“Mister, Have You Seen Anything of Two Lions—One Wounded?”


Charcoal on illustration board, 17 ¼” x 19”, signed “R. B. Fuller”


Ralph Briggs Fuller (1890-1963) was born in Michigan. He was 16 when he sold his first cartoon to the old Life magazine for $8. Fuller attended the Chicago Academy of Fine Arts, and while working as a staff artist for the Chicago Daily News, he got $100 for the first color picture ever reproduced in Life. He came to New York where he continued to publish in Life and also in The Judge magazine.

The Judge, a weekly satirical magazine, was established in 1881 by a number of artists who seceded from the staff of the popular weekly Puck magazine. Founders included James Albert Wales, a cartoonist, Frank Tousey, publisher of dime novels, and George H. Jessop, an author.

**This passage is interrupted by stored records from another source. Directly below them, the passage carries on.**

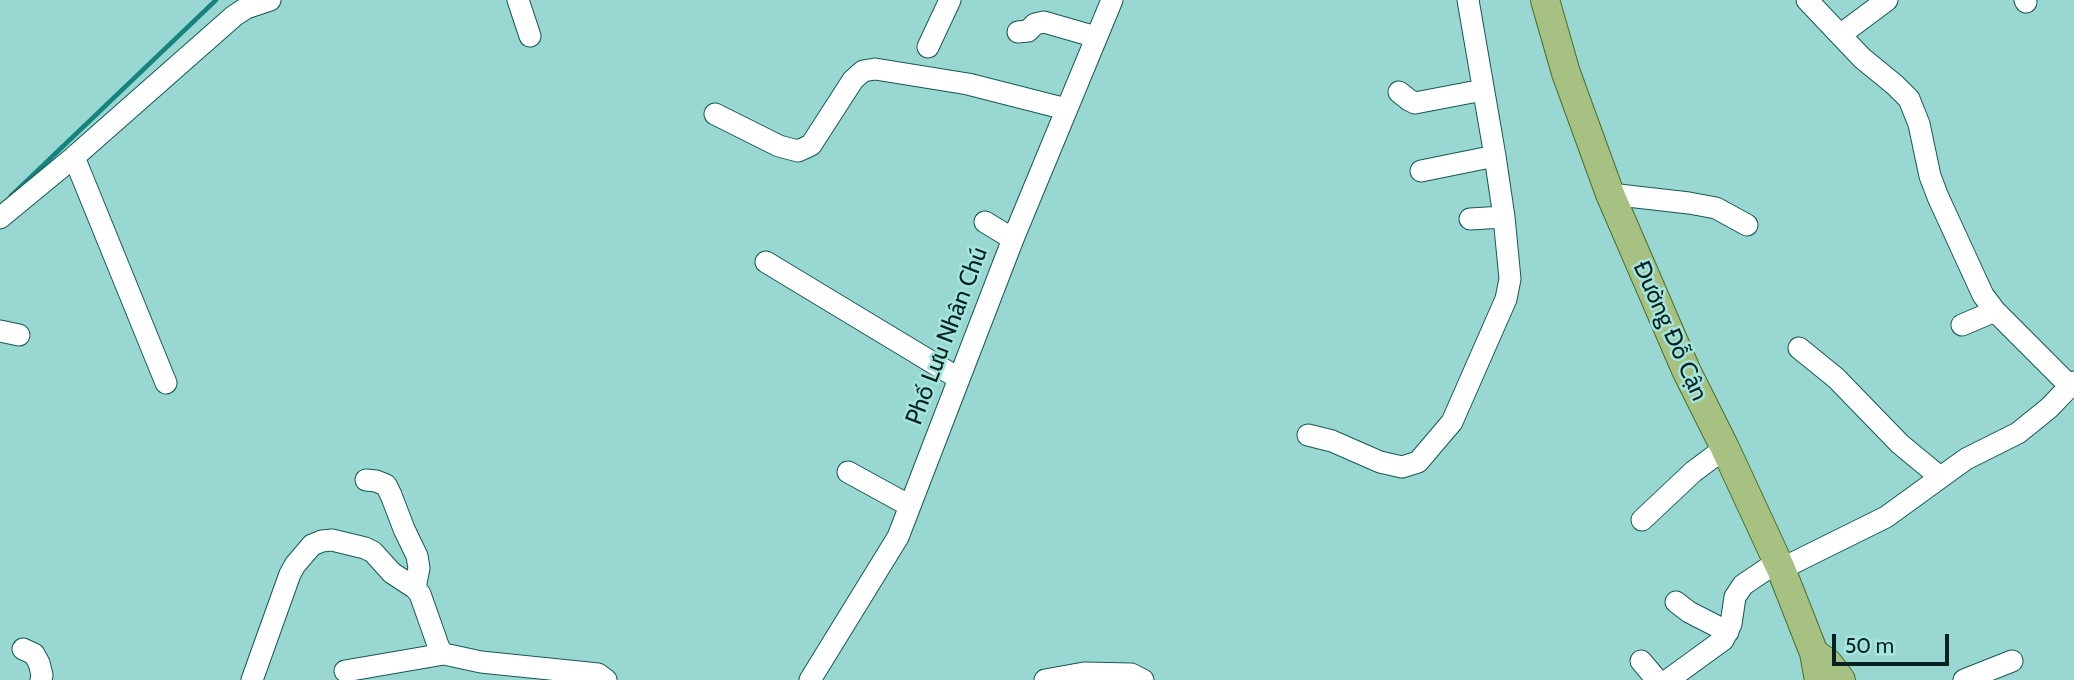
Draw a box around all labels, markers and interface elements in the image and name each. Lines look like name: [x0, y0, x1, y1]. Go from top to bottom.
street label: Phố Lưu Nhân Chú: [900, 243, 994, 429]
street label: Đường Đỗ Cận: [1626, 257, 1714, 405]
scale bar: [1836, 620, 1953, 664]
text: 50 m: [1845, 633, 1894, 658]

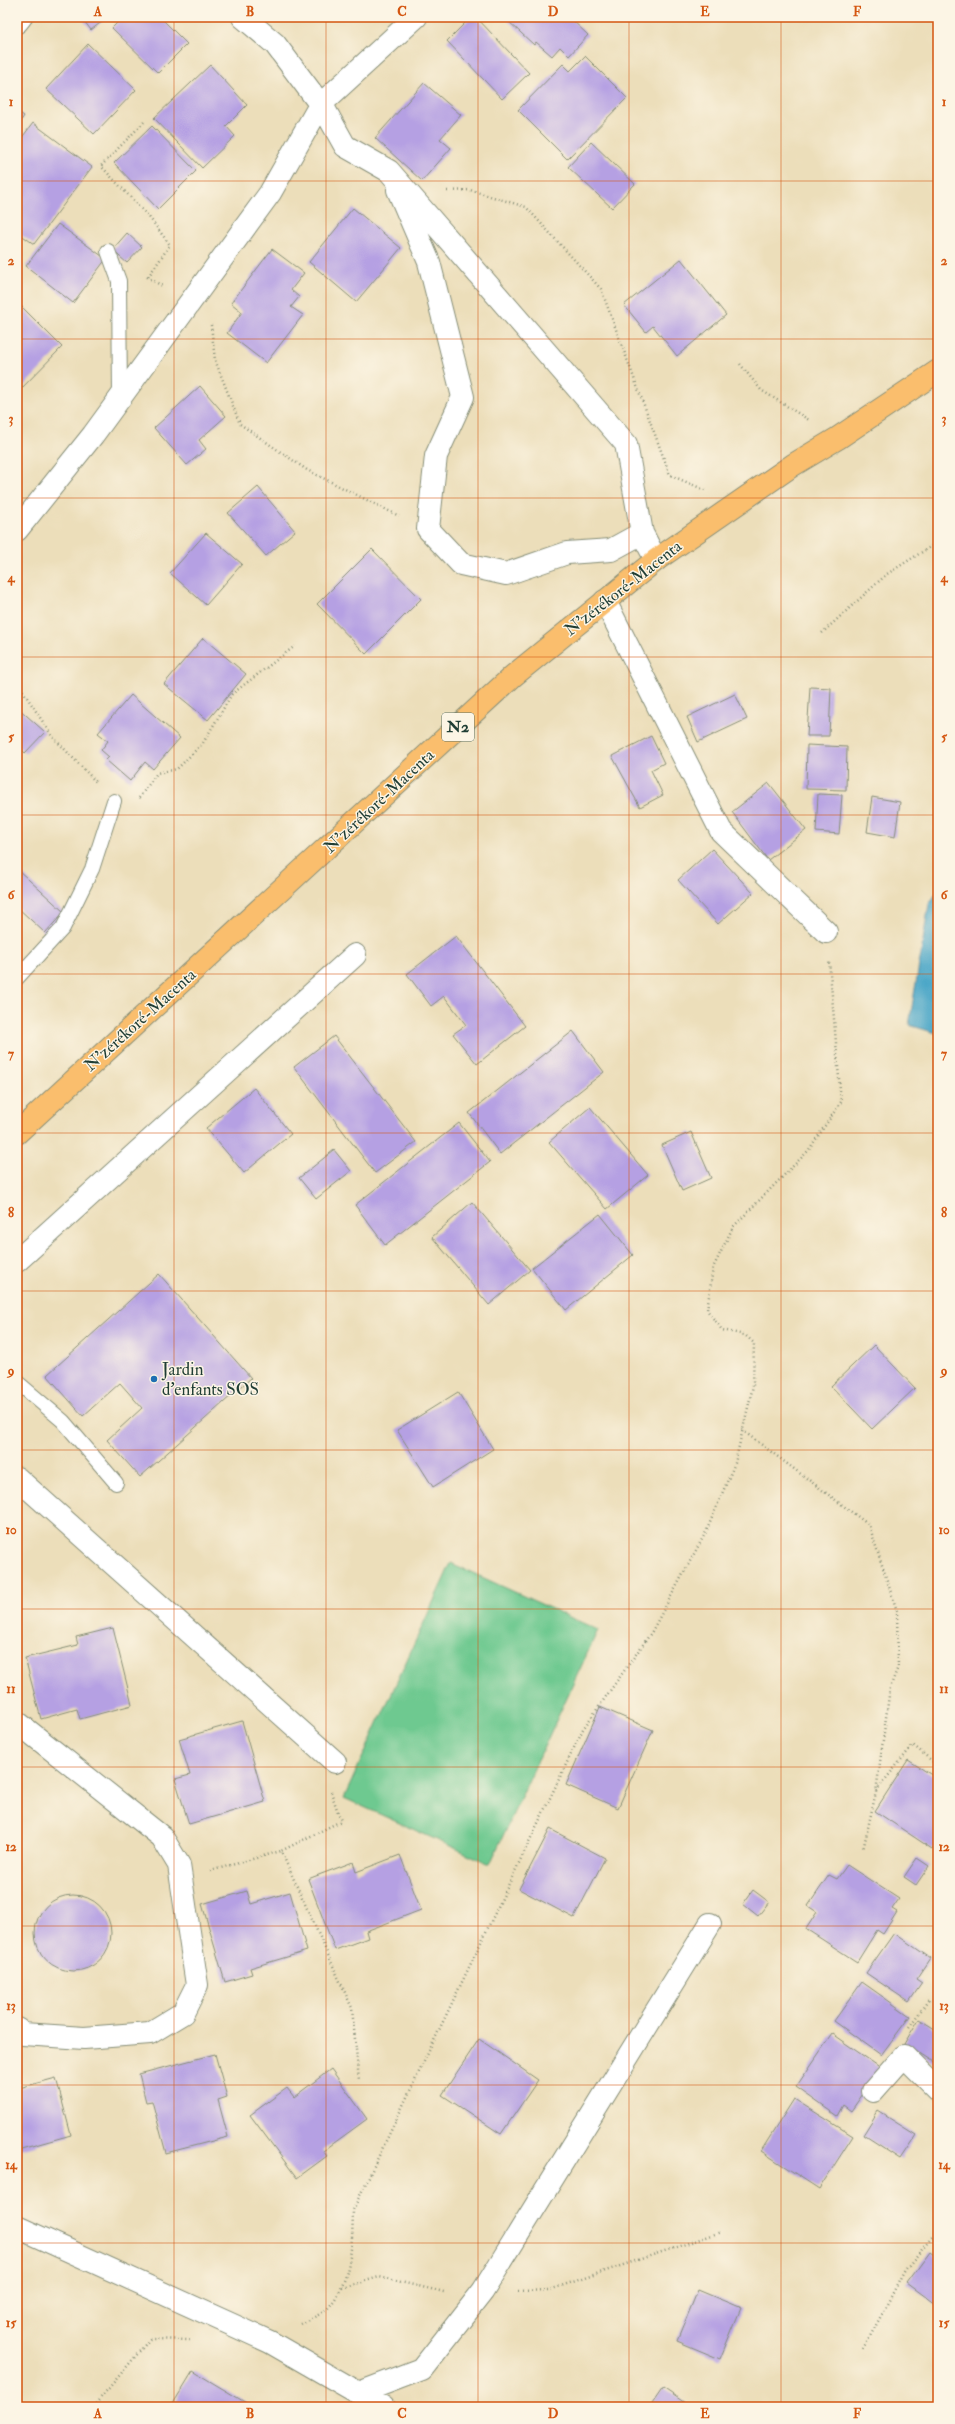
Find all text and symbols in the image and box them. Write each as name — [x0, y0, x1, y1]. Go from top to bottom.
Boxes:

Fuller freelanced widely for a number of years, but when Life and Judge began to fold, he saw the magazine market was diminishing. He turned to the strip form and sold “Oaky Doaks” to Associated Press News Features—it first appeared in 1935 and continued until 1961 when AP discontinued its comic division.

Our drawing was done for either The Judge or Life magazine probably around 1935 before Henry Luce took over Life. Fuller’s artistic skills are apparent in his deft execution of the farm equipment. His sensitive appreciation of boyhood fantasy rivals the likes of Norman Rockwell.